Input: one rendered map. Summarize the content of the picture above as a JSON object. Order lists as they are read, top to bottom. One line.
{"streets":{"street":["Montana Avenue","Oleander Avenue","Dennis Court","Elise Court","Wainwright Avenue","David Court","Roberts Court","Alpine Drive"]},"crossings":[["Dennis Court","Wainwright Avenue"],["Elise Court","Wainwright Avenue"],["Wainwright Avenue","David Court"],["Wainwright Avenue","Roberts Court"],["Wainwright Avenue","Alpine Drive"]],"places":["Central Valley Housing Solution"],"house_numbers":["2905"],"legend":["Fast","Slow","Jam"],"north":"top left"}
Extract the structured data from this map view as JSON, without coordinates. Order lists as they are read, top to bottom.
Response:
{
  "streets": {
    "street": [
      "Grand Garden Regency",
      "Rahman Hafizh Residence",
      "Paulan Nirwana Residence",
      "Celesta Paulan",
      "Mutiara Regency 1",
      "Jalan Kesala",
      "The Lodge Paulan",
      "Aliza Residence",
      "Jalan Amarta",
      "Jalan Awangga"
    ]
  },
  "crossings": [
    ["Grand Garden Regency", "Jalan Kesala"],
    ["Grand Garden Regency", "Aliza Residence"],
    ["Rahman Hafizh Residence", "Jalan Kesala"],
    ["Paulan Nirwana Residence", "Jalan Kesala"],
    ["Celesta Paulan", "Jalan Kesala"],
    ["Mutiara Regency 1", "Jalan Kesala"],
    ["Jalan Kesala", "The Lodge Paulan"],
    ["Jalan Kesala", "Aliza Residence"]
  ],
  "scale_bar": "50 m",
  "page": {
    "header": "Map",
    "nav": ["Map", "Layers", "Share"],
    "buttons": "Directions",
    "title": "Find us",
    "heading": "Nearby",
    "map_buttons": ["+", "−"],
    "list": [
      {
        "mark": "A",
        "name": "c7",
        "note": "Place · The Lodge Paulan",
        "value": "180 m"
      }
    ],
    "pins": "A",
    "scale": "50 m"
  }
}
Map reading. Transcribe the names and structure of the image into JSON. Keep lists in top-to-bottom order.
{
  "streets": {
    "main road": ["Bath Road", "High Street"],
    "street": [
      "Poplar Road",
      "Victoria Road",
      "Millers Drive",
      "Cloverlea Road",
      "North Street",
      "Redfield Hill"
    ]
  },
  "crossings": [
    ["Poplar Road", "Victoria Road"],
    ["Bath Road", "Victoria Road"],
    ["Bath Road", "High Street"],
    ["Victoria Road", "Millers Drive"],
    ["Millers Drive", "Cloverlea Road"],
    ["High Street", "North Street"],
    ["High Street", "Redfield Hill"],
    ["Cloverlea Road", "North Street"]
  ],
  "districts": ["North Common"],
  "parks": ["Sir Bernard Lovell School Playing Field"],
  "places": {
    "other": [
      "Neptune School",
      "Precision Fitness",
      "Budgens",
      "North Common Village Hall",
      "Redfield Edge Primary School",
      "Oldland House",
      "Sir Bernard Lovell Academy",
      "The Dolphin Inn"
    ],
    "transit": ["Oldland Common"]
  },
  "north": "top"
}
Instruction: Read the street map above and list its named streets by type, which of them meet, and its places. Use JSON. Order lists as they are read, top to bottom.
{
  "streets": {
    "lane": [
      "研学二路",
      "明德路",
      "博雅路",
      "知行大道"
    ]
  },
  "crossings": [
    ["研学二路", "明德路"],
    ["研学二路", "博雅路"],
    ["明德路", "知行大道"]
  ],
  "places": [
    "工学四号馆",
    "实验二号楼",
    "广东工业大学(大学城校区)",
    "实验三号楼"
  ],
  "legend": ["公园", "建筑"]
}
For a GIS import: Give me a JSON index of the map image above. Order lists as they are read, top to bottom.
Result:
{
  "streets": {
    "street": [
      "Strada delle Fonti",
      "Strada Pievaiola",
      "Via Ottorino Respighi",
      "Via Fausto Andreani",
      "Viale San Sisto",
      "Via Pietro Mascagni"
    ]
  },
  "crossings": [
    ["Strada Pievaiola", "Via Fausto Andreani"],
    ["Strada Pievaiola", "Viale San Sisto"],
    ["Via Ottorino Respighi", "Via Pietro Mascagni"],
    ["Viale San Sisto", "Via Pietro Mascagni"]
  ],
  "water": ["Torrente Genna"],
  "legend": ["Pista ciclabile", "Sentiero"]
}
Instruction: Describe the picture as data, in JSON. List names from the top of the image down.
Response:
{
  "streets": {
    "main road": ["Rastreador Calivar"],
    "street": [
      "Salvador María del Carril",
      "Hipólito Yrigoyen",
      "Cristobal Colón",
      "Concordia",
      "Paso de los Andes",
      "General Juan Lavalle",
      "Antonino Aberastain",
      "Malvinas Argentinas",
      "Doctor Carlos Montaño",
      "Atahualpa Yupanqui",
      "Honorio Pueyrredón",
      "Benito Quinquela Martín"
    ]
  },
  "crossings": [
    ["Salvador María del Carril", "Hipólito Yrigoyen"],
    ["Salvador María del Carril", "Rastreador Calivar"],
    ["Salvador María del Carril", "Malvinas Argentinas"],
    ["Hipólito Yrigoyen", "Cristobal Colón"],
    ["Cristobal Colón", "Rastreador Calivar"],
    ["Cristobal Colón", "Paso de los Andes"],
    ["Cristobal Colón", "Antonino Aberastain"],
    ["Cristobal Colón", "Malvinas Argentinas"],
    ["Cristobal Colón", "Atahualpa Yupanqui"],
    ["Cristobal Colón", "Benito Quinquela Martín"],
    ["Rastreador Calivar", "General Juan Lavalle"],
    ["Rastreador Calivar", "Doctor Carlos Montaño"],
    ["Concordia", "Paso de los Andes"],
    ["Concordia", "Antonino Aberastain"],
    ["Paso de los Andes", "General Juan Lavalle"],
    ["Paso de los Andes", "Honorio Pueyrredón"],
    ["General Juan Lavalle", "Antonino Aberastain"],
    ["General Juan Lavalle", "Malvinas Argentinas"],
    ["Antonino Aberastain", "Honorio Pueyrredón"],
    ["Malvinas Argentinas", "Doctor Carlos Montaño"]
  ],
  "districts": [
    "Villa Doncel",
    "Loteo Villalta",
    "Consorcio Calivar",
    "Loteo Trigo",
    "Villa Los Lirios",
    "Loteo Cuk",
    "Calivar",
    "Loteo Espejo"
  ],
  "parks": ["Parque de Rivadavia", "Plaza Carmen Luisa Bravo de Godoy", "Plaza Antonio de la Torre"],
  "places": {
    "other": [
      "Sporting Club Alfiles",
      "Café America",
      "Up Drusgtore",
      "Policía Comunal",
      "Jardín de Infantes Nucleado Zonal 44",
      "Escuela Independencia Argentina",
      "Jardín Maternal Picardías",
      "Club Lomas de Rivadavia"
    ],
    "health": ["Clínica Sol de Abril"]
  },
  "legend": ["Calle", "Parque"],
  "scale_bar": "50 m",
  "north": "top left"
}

## What is required
Each line in the records that carries "Montaño" must be copied out.

## Task answer
      "Doctor Carlos Montaño",
    ["Rastreador Calivar", "Doctor Carlos Montaño"],
    ["Malvinas Argentinas", "Doctor Carlos Montaño"]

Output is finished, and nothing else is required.